• Russ Jones


"I'm gonna hug you and kiss you and love you forever," Elmyra Duff

This Tiny Toon loves any animal and anything cute to death - literally.

Don't make bold statements about how your relationship as a small group leader will unfold in their future. It's best not to set goals that make the attendee uncomfortable. Let relationships develop organically. Develop acquaintances that can grow into solid friendships.

Small Groups are easy.

If you have ever hosted a small group, you know that this is the farthest thing from the truth. People are complicated, and they will bring their complex lives into your small group.

I'm not going into the nuts and bolts of small groups here, but I will say this.

  • You will need to put work into it before, during, and after class.

  • Care for people outside of class; otherwise, they will never believe that you care for them during class.

  • Invest in yourself. Read, learn, and be mentored by someone who is a thriving small group leader.

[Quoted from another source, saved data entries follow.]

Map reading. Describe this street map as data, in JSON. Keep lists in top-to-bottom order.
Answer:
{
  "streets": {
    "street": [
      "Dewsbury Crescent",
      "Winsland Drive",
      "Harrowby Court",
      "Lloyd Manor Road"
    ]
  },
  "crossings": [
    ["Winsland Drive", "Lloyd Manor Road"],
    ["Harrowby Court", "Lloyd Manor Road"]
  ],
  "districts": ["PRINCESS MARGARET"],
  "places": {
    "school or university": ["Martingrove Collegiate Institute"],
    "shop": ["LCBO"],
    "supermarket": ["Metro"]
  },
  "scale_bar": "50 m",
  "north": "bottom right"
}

  • Take the time to listen. Half the battles are always won when you shut up and listen.

Just play the video and read the questions.

Lack of preparation has killed more small groups than, than, than - Oh, I don't know. But a lot of them.

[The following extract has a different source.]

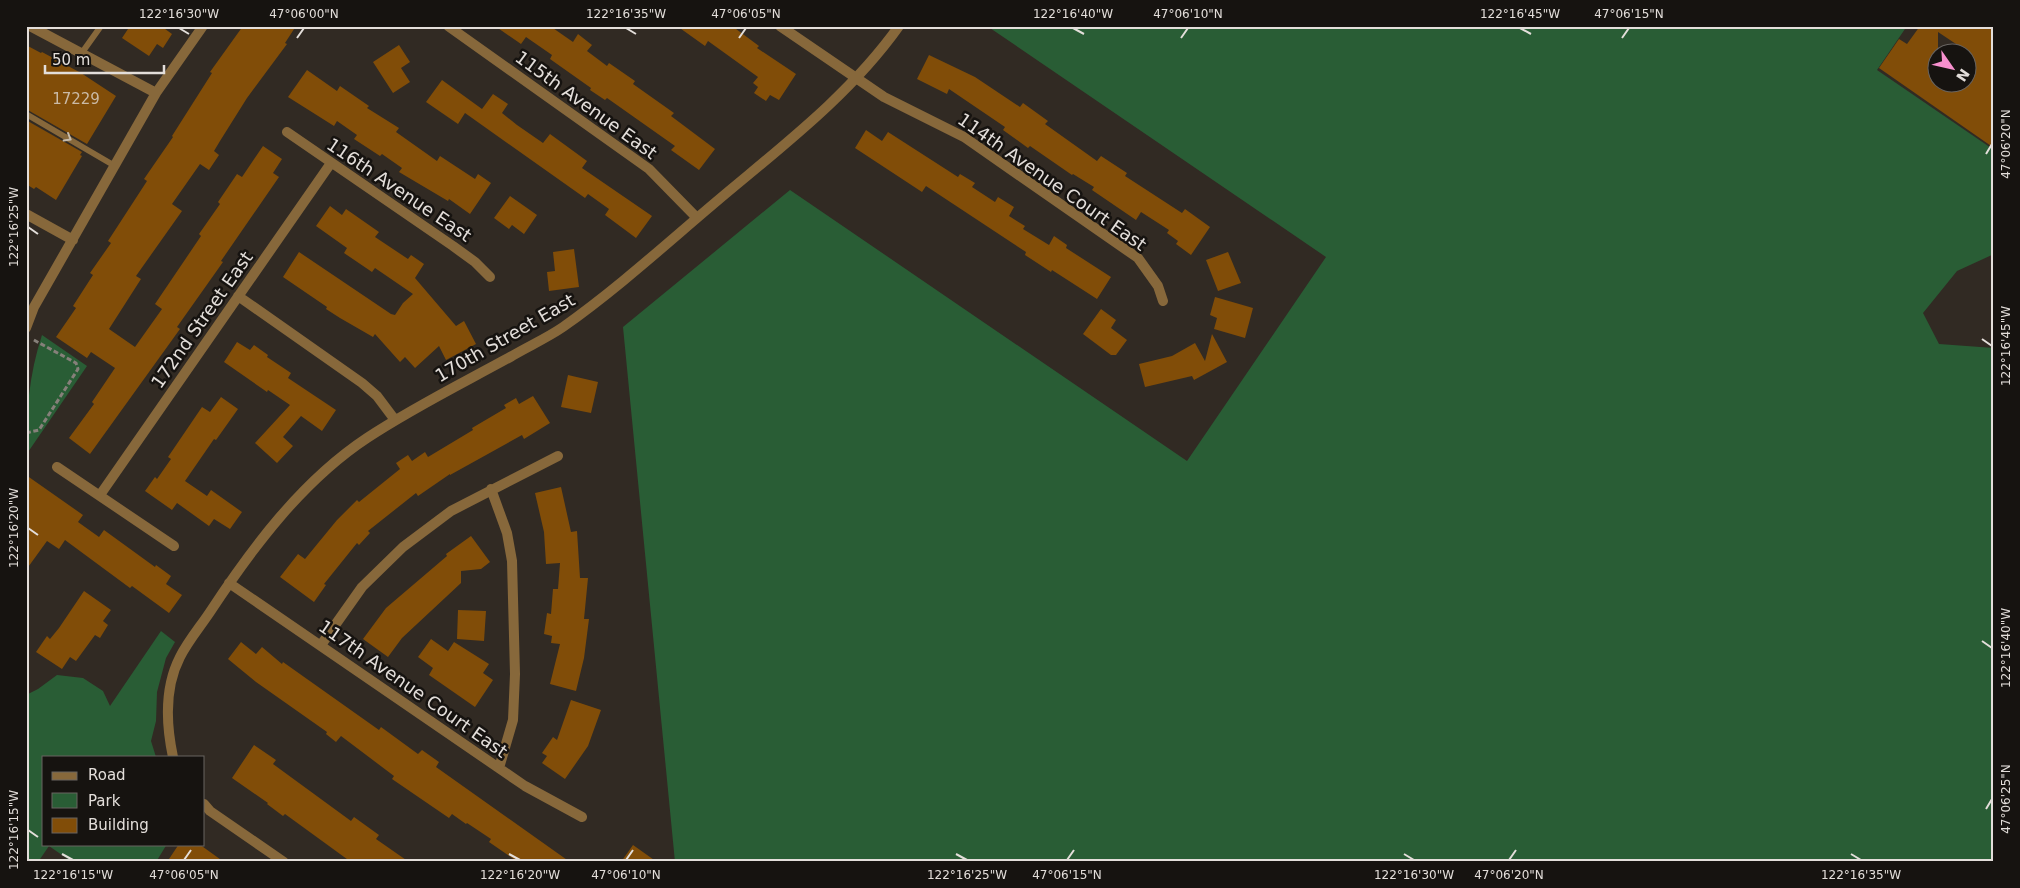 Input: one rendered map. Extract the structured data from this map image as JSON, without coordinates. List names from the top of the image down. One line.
{"streets":{"street":["115th Avenue East","114th Avenue Court East","116th Avenue East","172nd Street East","170th Street East","117th Avenue Court East"]},"crossings":[["115th Avenue East","170th Street East"],["114th Avenue Court East","170th Street East"],["116th Avenue East","172nd Street East"],["170th Street East","117th Avenue Court East"]],"house_numbers":["17229"],"legend":["Road","Park","Building"],"scale_bar":"50 m","north":"bottom right","coordinates":["122°16'30\"W","47°06'00\"N","122°16'35\"W","47°06'05\"N","122°16'40\"W","47°06'10\"N","122°16'45\"W","47°06'15\"N","47°06'20\"N","122°16'25\"W","122°16'20\"W","47°06'25\"N","122°16'15\"W"]} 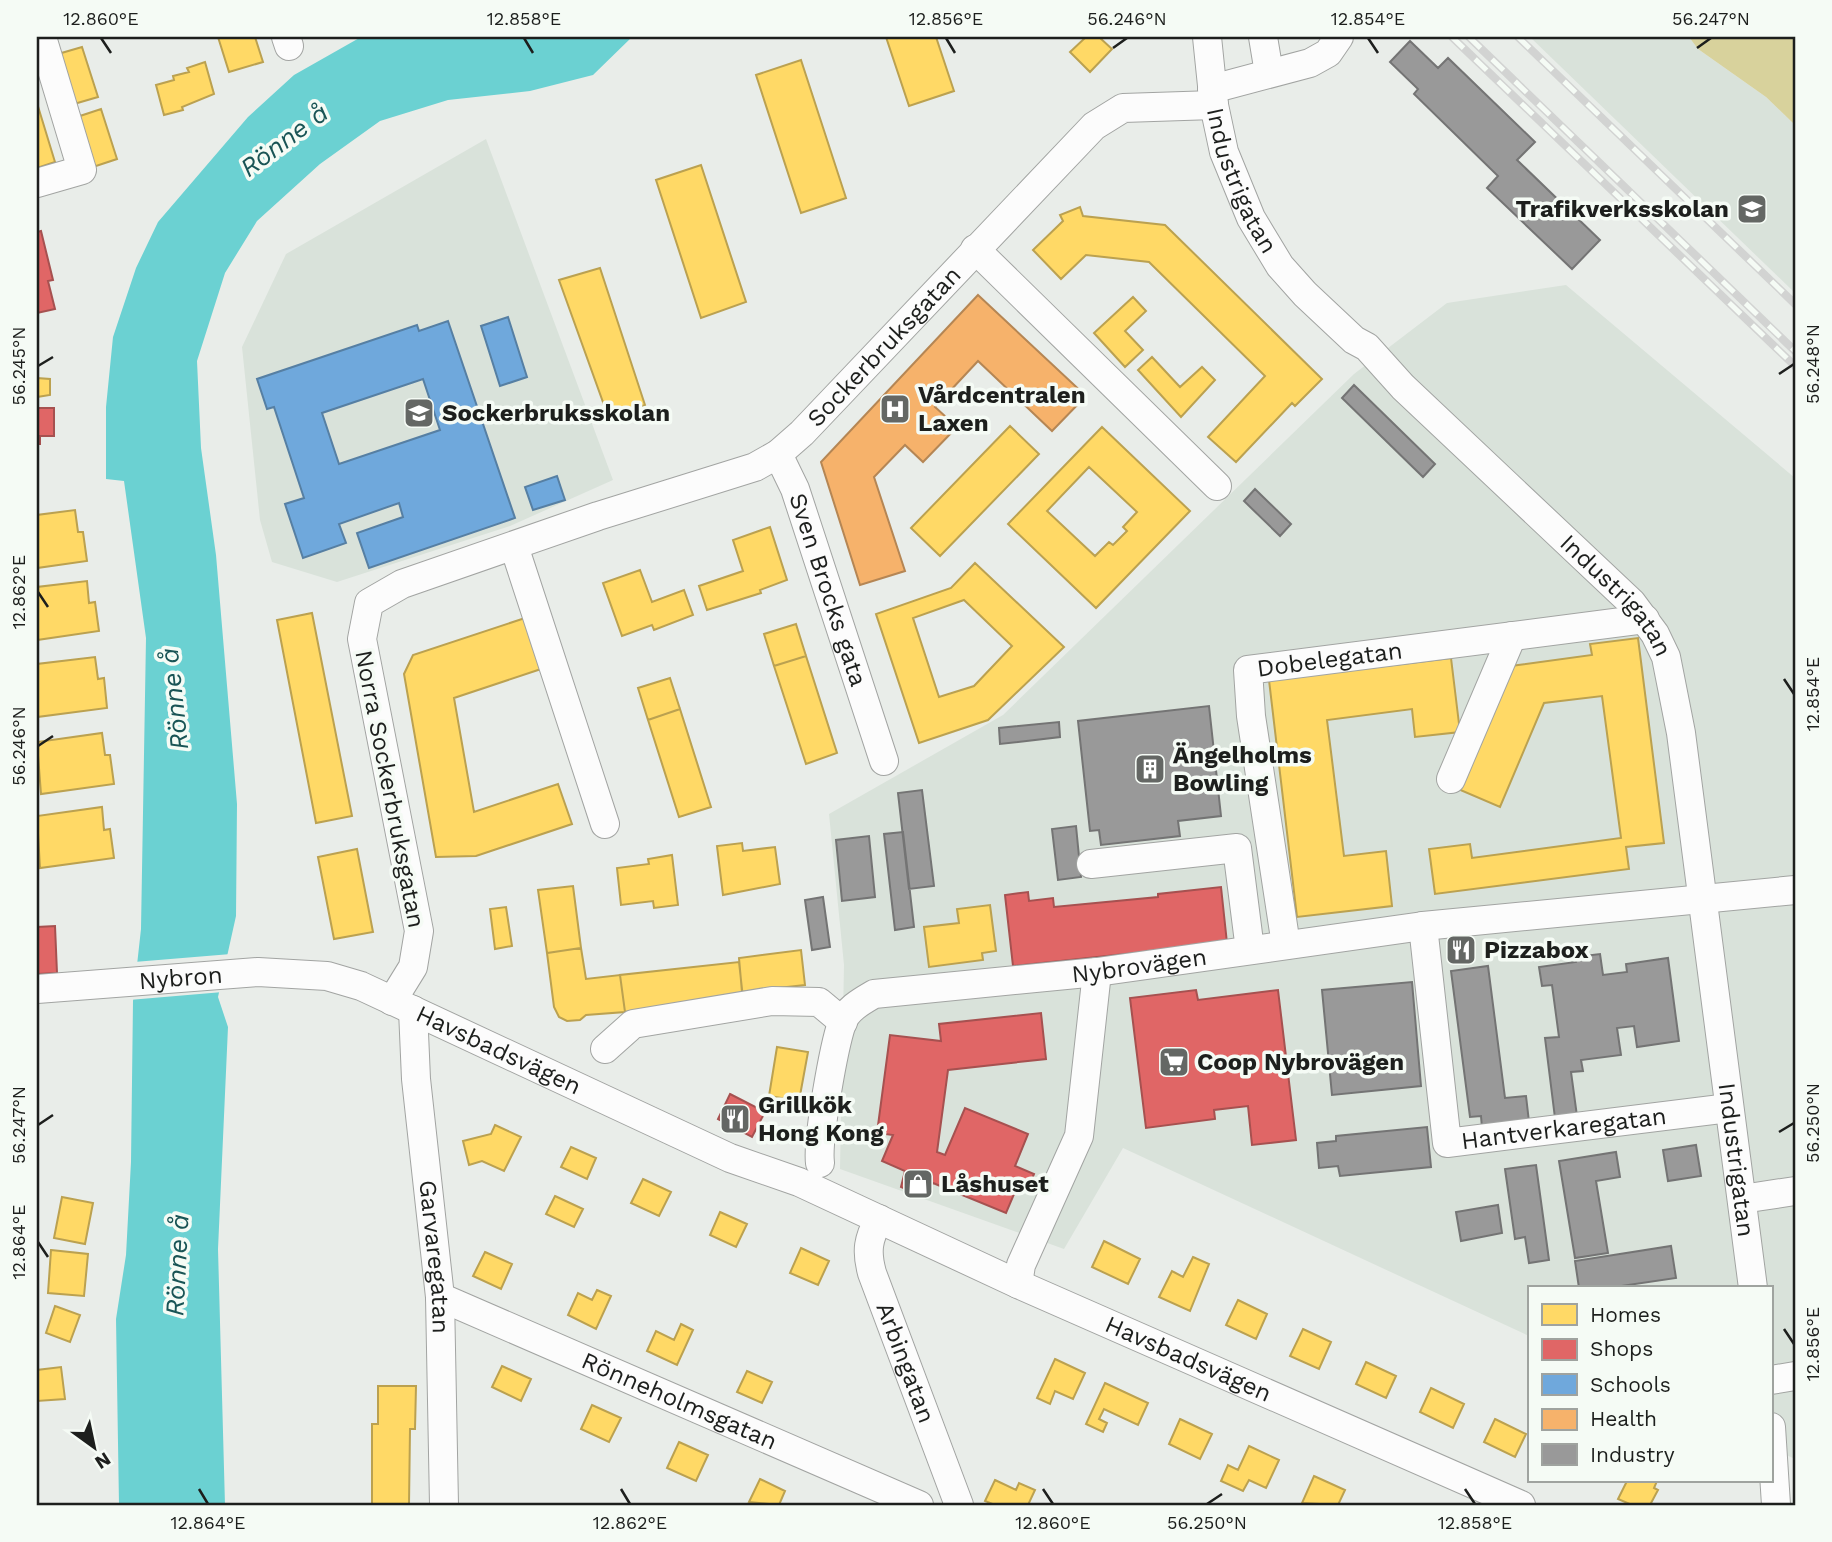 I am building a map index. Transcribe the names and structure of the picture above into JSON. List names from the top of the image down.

If there is a video - watch it before you play it.

If there are notes - read them before you use them.

If your group meets on Sunday - review everything the Monday before.

Don't tell them your "winging it." You just told them they are not worth your time or energy.

Fail to Follow Up

Here are a few things that you need to do.

Follow up on:

New Guests: After class, send them a text or email and thank them for attending.

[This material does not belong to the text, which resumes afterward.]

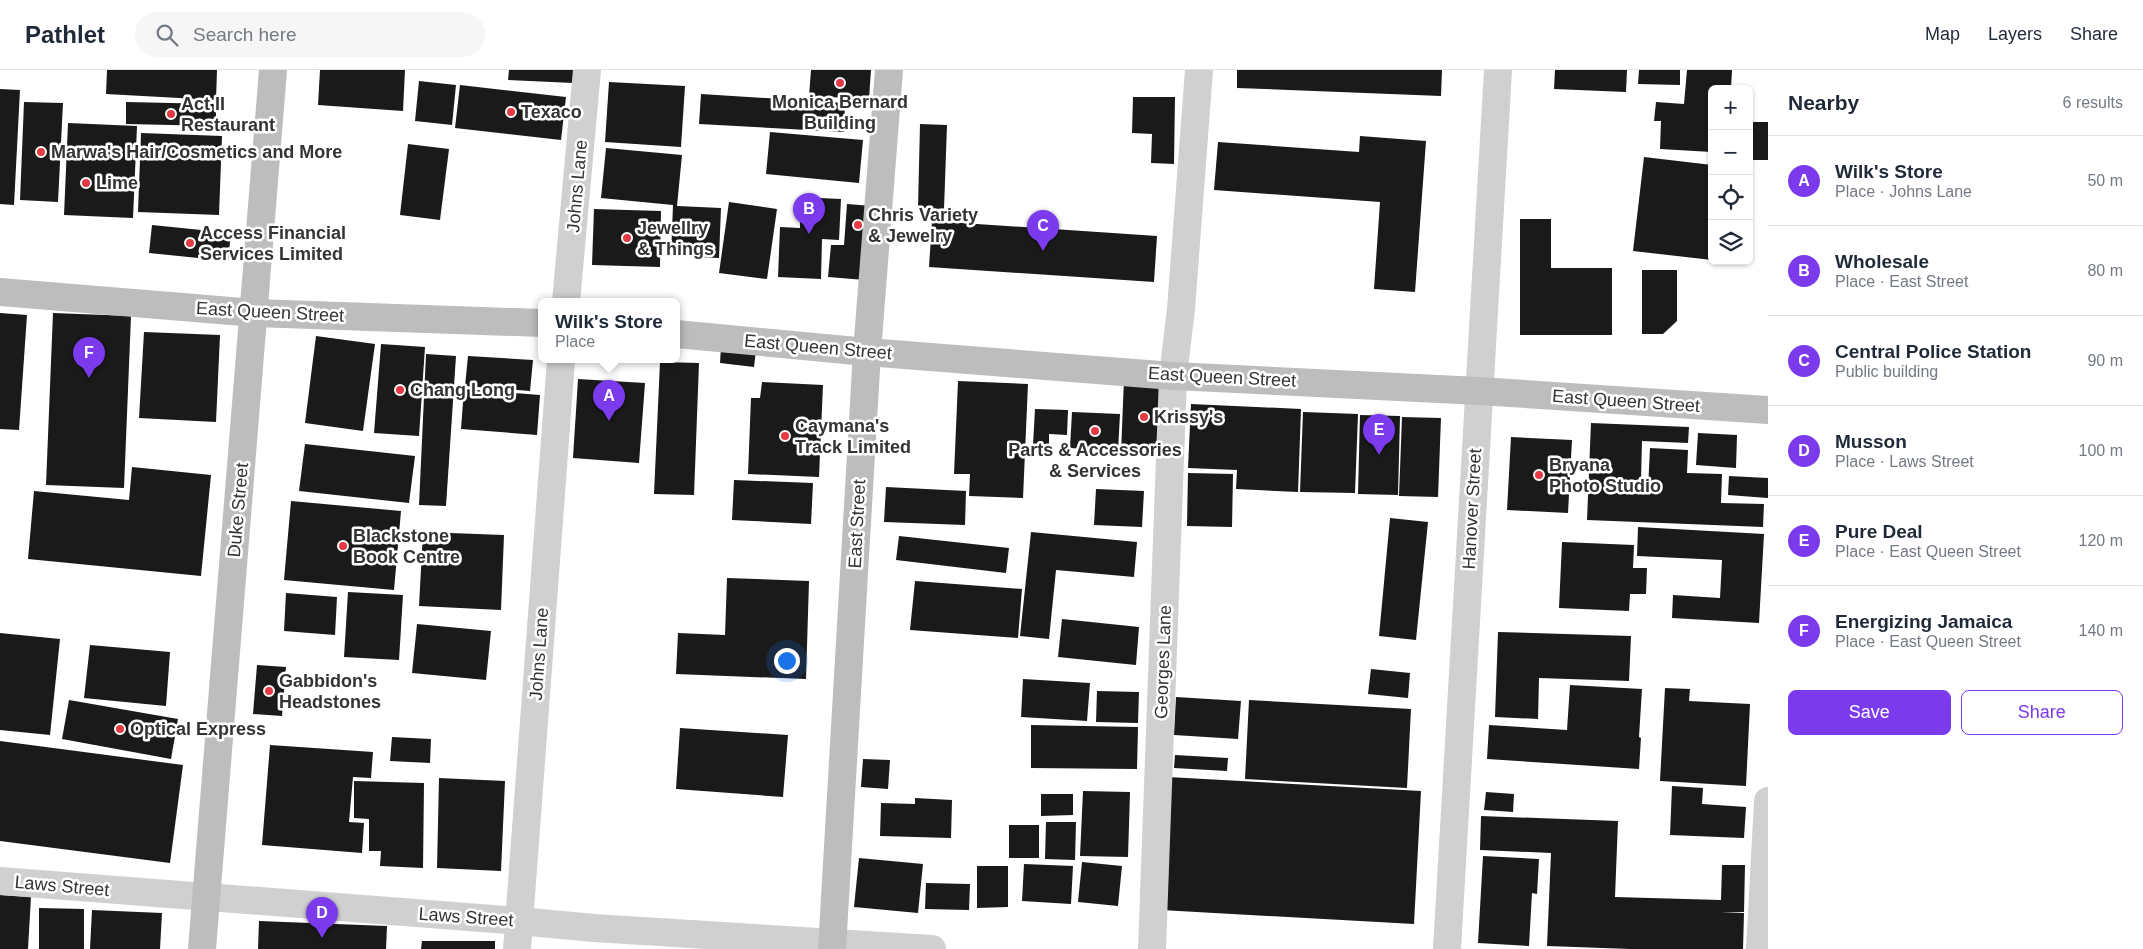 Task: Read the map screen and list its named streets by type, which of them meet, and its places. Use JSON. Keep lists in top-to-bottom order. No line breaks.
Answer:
{"streets":{"main road":["East Queen Street","Duke Street","East Street"],"street":["Johns Lane","Hanover Street","Georges Lane","Laws Street"]},"crossings":[["Johns Lane","Laws Street"],["East Queen Street","Hanover Street"],["East Queen Street","Duke Street"],["East Queen Street","East Street"],["East Queen Street","Georges Lane"],["Duke Street","Laws Street"],["East Street","Laws Street"]],"places":["Monica Bernard Building","Texaco","Act II Restaurant","Marwa's Hair/Cosmetics and More","Lime","Chris Variety & Jewelry","Jewellry & Things","Access Financial Services Limited","Chang Long","Krissy's","Parts & Accessories & Services","Caymana's Track Limited","Bryana Photo Studio","Blackstone Book Centre","Gabbidon's Headstones","Optical Express"],"page":{"header":"Pathlet","search":"Search here","nav":["Map","Layers","Share"],"heading":["Nearby","6 results"],"map_buttons":["+","−"],"list":[{"mark":"A","name":"Wilk's Store","note":"Place · Johns Lane","value":"50 m"},{"mark":"B","name":"Wholesale","note":"Place · East Street","value":"80 m"},{"mark":"C","name":"Central Police Station","note":"Public building","value":"90 m"},{"mark":"D","name":"Musson","note":"Place · Laws Street","value":"100 m"},{"mark":"E","name":"Pure Deal","note":"Place · East Queen Street","value":"120 m"},{"mark":"F","name":"Energizing Jamaica","note":"Place · East Queen Street","value":"140 m"}],"pins":["B","C","F","A","E","D"],"popup":["Wilk's Store","Place"],"buttons":["Save","Share"]}}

Absentees: - After class, connect with them and say, "Missed you today, praying everything is ok. See you next time." (Or something like that.)

New Needs: - If you have time to receive prayer requests, then this is easy. But if you don't, you need to be listening for anything that is said relevant to your student and the moment. You can text them, "Is there anything we can do for you?"

Serious Needs: Some needs can go on for a long time: terminal illnesses, divorce, and others. You need a team of people who will help you follow up and care for others if you can pair someone who has gone through whatever the need is with the person in need.